Wednesday, August 25, 2010

Glimmers


It's a bad weather day here in Maine, good for the trees and grass and ponds but bad for vacationers. I shouldn't complain too much -- we've had more than a week of great weather -- but I am kind of down because the heavy rain and winds are keeping me from heading down to the pebble beach below our rental house, where I have been going pretty much every day since we got here to sketch rocks.

As anyone who has visited the Maine coast can attest, one thing it is not short on by any means is rocks -- rocks of all shapes, sizes, and colors. Beautiful rocks, rocks in fantastic profusion and variety. Harshly-angled, jagged rocks next to sensually rounded rocks, shaped and smoothed by the endless tides.

And I have been having a good time drawing them. My wife has asked "Are you planning on drawing anything other than rocks?" And I do… in fact, I drew a gnarled piece of driftwood a few days ago. But right now, I like drawing these rocks. I enjoy watching an image emerge on the page of white paper as I scratch and scribble, hatch and cross-hatch away with one of the several markers I carry in my shirt pocket.

And the simple fact that I LIKE drawing these rocks is what has given me a new glimmer of hope that the joy I used to feel in drawing anything is slowly beginning to return. It's been a long while since I have spent much time drawing from life, but I am starting to remember how much fun it can be. It can also be incredibly frustrating in equal measure, of course, when you are trying to capture the essence of something real on paper and it just isn't working.

But one of the things I realized, and it came out last week during a conversation with Jeannine after we'd taken a break from eating fried clams, swimming, and gazing at the ocean from the back deck of the house we're renting to travel up to Portland, ME and see the Winslow Homer exhibit, is that I don't need to be so picky about getting everything, all the shapes and textures and other pertinent details, JUST SO. It's something I'd learned a long time ago when I started drawing from life in college, and had kind of forgotten.
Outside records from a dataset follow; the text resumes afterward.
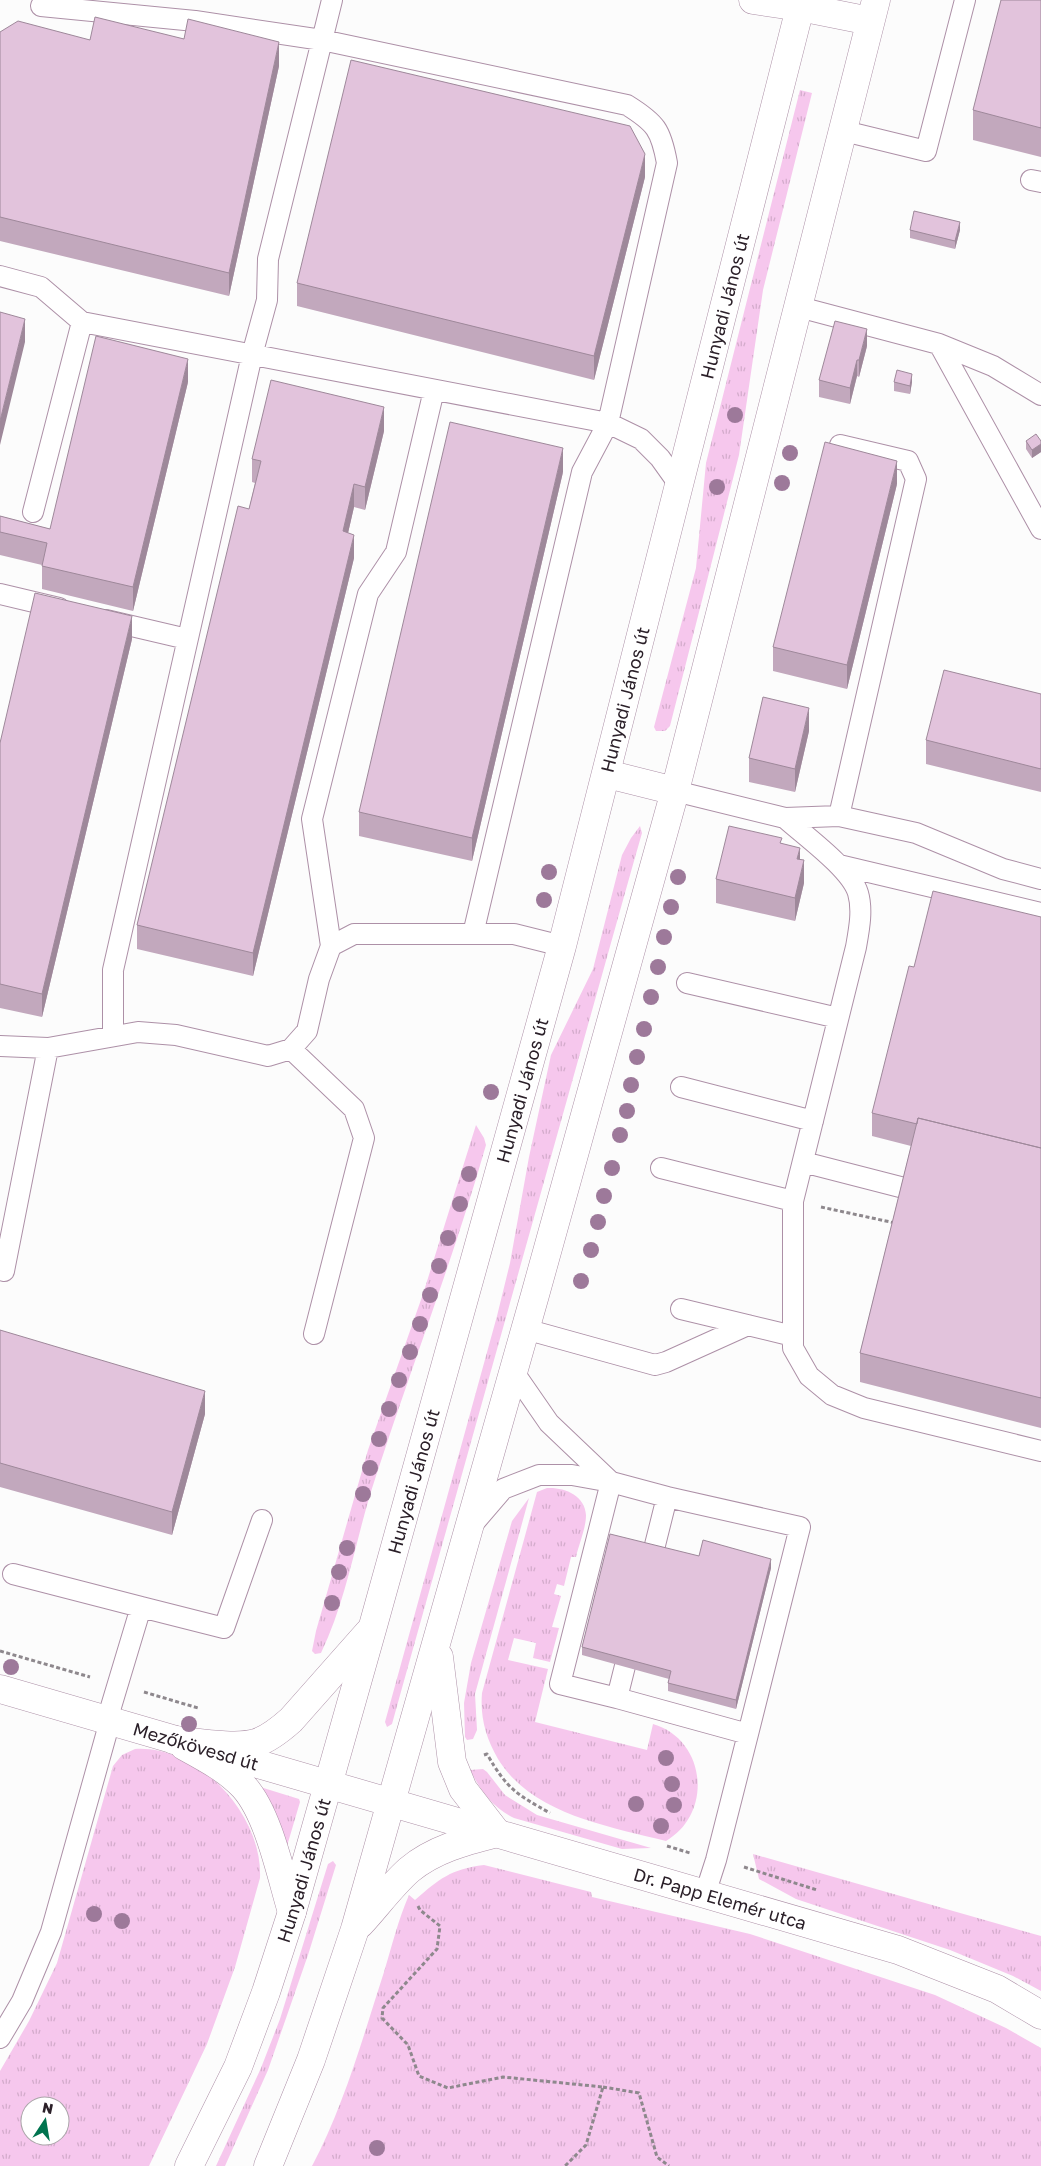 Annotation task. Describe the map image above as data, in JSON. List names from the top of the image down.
{
  "streets": {
    "main road": ["Hunyadi János út", "Mezőkövesd út", "Dr. Papp Elemér utca"]
  },
  "crossings": [
    ["Hunyadi János út", "Mezőkövesd út"],
    ["Mezőkövesd út", "Dr. Papp Elemér utca"]
  ],
  "north": "top"
} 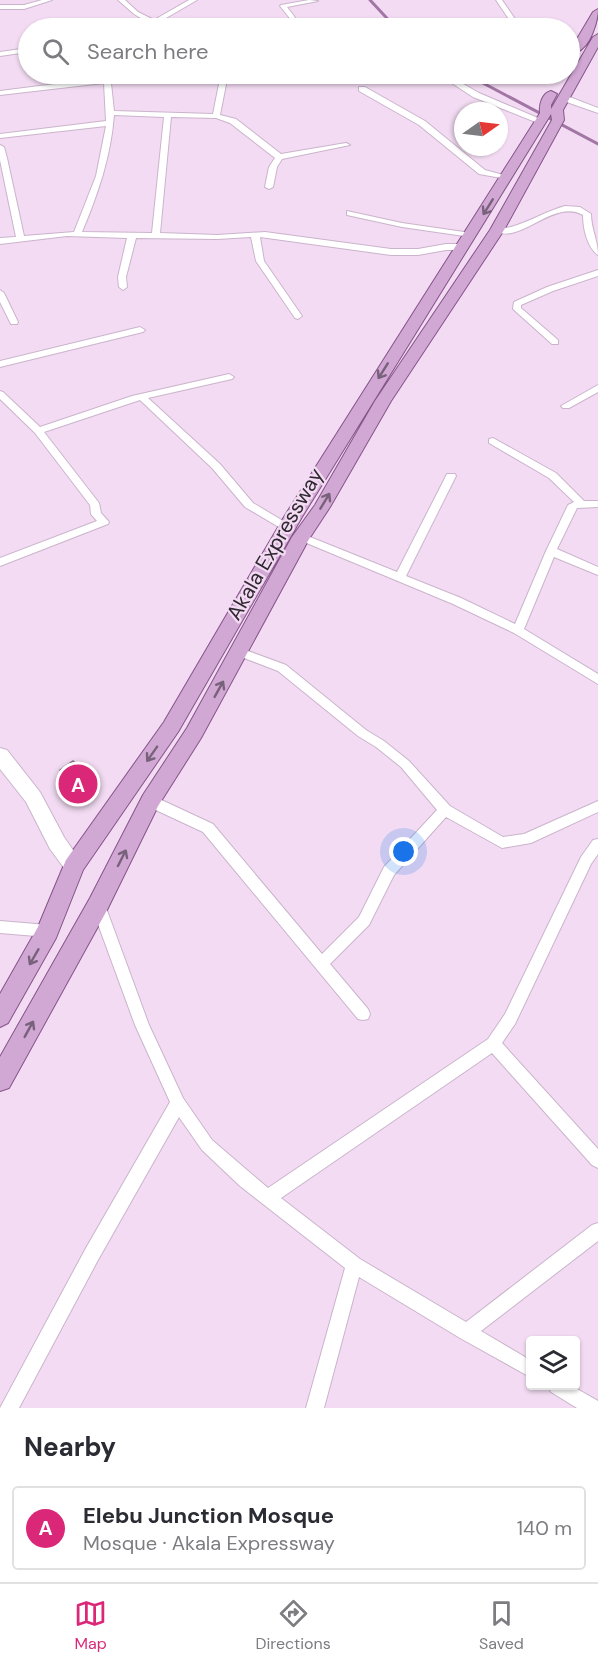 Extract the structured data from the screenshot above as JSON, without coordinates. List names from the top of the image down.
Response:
{
  "streets": {
    "main road": ["Akala Expressway"]
  },
  "north": "right",
  "page": {
    "search": "Search here",
    "pins": "A",
    "heading": "Nearby",
    "list": [
      {
        "mark": "A",
        "name": "Elebu Junction Mosque",
        "note": "Mosque · Akala Expressway",
        "value": "140 m"
      }
    ],
    "nav": ["Map", "Directions", "Saved"]
  }
}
But as Jeannine in her quiet wisdom so cogently put it, "The world is inspiration, and art is not a mirror."

I'm thinking I will continue this when I get home. There are lots of things to draw in the world, and I am going to try my hand at putting some of them in my sketchbook. -- PL

Sunday, August 22, 2010

Simulacrum

Although I don't read as many magazines as I used to these days, one of the ones I still get fairly regularly is Fortean Times. In it, there are often photographs of things in nature which sort of look like other things -- usually a face in some natural feature like a tree trunk or boulder. They call these things "simulacrum", defined on dictionary.com as "a slight, unreal, or superficial likeness or semblance".

On this somewhat unseasonably cold and wet Maine day, I walked down to the pebble beach below the house we're renting and spent some time walking on and looking at rocks. As I was pondering some rocks in the tidal zone, I noticed this:



See the face peering back? It almost looks like someone trapped among the rocks. At least, it does to me. -- PL

Tuesday, August 17, 2010

Dover dream

Jeannine and I have just started our two-week vacation in Maine, and yesterday, to avoid a ridiculous traffic jam on southbound Route 1 and Route 95 on the way to one of our favorite New Hampshire swimming spots, I took us on a slightly circuitous route through South Berwick, ME and then into neighboring Dover, NH. At Jeannine's suggestion, I swung by the house we once rented there, just to see what it looked like these days.

It appeared about the same as it always had, though the paint on the wood trim seemed a little brighter, but what was most interesting was the "For Sale" sign in front of the house.

For many years I have nursed a small fantasy of someday buying that house, and doing something with it. What, you might ask? Well, aside from just being a convenient place to use as a base station for our yearly vacation jaunts into New Hampshire and Maine, my daughter has suggested it could make a nifty TMNT museum, and I had thought about that, but it is pretty small and there is not a lot of parking around it. (Not that a museum of this type would draw a lot of visitors… which is another reason, among many, to NOT do something like that. More to the point, would I even WANT to get involved with a project like that at this point in my life? No, thank you very much.)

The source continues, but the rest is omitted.